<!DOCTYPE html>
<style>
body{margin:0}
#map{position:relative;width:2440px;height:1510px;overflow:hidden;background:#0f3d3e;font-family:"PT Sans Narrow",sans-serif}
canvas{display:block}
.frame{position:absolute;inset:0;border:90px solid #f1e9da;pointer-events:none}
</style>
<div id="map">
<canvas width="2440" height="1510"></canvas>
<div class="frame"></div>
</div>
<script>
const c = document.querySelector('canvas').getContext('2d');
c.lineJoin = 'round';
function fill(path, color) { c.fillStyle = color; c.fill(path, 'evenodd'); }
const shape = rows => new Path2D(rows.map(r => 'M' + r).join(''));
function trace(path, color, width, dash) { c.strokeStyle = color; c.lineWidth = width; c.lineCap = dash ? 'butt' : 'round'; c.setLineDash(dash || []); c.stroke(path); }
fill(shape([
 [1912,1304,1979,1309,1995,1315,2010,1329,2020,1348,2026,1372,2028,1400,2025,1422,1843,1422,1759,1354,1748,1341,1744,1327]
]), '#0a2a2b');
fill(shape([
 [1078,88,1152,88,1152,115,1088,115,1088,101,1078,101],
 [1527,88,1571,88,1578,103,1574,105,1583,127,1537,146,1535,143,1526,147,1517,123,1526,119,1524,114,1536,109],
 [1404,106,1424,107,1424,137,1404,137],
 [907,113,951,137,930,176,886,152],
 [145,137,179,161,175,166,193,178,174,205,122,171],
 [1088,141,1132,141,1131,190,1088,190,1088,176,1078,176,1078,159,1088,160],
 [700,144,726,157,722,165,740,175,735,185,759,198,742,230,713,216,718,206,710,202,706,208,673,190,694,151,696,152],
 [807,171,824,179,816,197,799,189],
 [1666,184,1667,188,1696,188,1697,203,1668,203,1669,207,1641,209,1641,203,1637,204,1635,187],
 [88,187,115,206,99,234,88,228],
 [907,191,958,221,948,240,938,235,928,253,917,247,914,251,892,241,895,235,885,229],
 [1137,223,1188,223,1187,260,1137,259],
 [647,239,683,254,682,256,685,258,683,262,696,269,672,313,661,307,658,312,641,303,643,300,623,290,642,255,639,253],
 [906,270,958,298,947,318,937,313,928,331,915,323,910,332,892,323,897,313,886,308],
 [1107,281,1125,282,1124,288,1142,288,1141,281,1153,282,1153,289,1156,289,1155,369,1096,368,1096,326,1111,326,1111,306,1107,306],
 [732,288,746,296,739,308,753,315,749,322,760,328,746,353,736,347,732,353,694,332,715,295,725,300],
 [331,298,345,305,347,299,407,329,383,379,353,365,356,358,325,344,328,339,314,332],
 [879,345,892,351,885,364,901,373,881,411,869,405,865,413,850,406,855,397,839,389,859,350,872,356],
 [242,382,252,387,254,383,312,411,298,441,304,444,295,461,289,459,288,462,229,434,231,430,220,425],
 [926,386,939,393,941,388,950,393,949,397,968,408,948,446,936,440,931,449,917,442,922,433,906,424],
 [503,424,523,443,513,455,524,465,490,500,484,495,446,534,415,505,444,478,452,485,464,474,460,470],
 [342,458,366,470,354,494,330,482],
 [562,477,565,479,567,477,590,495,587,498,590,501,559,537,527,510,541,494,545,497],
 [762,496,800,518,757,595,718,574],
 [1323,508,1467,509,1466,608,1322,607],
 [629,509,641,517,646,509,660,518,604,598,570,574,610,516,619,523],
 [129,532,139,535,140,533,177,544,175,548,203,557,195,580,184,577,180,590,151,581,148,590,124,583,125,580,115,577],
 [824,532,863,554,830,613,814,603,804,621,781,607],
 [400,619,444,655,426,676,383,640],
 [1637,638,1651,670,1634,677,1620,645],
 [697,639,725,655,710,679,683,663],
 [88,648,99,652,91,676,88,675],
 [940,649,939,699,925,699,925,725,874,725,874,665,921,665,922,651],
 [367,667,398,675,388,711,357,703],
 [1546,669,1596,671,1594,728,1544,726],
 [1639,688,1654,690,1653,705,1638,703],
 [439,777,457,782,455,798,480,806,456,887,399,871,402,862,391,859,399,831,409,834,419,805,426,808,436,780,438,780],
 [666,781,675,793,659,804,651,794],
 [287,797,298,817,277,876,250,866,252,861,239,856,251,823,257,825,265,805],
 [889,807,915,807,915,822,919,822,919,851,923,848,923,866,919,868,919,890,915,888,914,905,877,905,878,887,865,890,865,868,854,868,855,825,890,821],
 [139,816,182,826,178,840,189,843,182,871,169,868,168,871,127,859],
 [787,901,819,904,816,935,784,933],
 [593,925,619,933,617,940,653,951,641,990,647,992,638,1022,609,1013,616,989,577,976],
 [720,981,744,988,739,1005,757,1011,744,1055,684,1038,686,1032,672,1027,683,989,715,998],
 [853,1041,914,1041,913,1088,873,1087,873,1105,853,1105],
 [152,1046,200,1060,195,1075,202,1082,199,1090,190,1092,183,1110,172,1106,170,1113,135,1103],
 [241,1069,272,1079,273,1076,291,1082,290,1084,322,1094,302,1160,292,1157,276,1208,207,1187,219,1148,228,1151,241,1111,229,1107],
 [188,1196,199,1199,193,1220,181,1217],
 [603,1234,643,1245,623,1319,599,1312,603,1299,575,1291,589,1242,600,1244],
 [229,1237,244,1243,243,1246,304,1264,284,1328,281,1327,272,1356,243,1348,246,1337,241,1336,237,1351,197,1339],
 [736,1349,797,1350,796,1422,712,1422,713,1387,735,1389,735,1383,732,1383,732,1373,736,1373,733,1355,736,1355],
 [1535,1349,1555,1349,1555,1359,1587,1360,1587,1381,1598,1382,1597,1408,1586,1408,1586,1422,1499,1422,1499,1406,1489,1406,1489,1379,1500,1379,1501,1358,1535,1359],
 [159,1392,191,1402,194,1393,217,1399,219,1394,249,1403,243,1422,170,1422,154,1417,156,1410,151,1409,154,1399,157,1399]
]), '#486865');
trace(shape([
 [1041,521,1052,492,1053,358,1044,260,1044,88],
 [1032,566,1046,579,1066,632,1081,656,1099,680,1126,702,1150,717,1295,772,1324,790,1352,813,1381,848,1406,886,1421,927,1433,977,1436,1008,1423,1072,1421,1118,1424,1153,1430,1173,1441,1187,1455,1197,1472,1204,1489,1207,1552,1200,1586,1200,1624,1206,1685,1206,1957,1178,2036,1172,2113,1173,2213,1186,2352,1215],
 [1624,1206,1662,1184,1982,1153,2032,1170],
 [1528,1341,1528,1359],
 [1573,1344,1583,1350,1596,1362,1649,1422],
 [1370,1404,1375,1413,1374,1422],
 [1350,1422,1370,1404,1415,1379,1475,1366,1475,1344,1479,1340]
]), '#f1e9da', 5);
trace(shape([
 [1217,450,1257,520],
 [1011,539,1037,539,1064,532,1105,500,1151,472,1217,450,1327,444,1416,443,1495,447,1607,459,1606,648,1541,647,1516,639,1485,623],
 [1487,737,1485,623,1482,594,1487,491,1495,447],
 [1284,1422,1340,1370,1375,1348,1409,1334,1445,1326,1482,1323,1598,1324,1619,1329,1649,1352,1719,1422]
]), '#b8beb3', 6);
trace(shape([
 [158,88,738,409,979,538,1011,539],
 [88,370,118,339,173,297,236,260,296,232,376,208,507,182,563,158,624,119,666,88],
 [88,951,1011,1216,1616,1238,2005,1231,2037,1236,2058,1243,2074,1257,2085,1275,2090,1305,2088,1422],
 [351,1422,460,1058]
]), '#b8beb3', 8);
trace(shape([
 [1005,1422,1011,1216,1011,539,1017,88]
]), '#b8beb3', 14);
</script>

* * * * * * * * *

_AIM OF THE EXERCISE_
Take each line in the listing that has the word "const" and copy it.

_TASK OUTPUT_
const c = document.querySelector('canvas').getContext('2d');
const shape = rows => new Path2D(rows.map(r => 'M' + r).join(''));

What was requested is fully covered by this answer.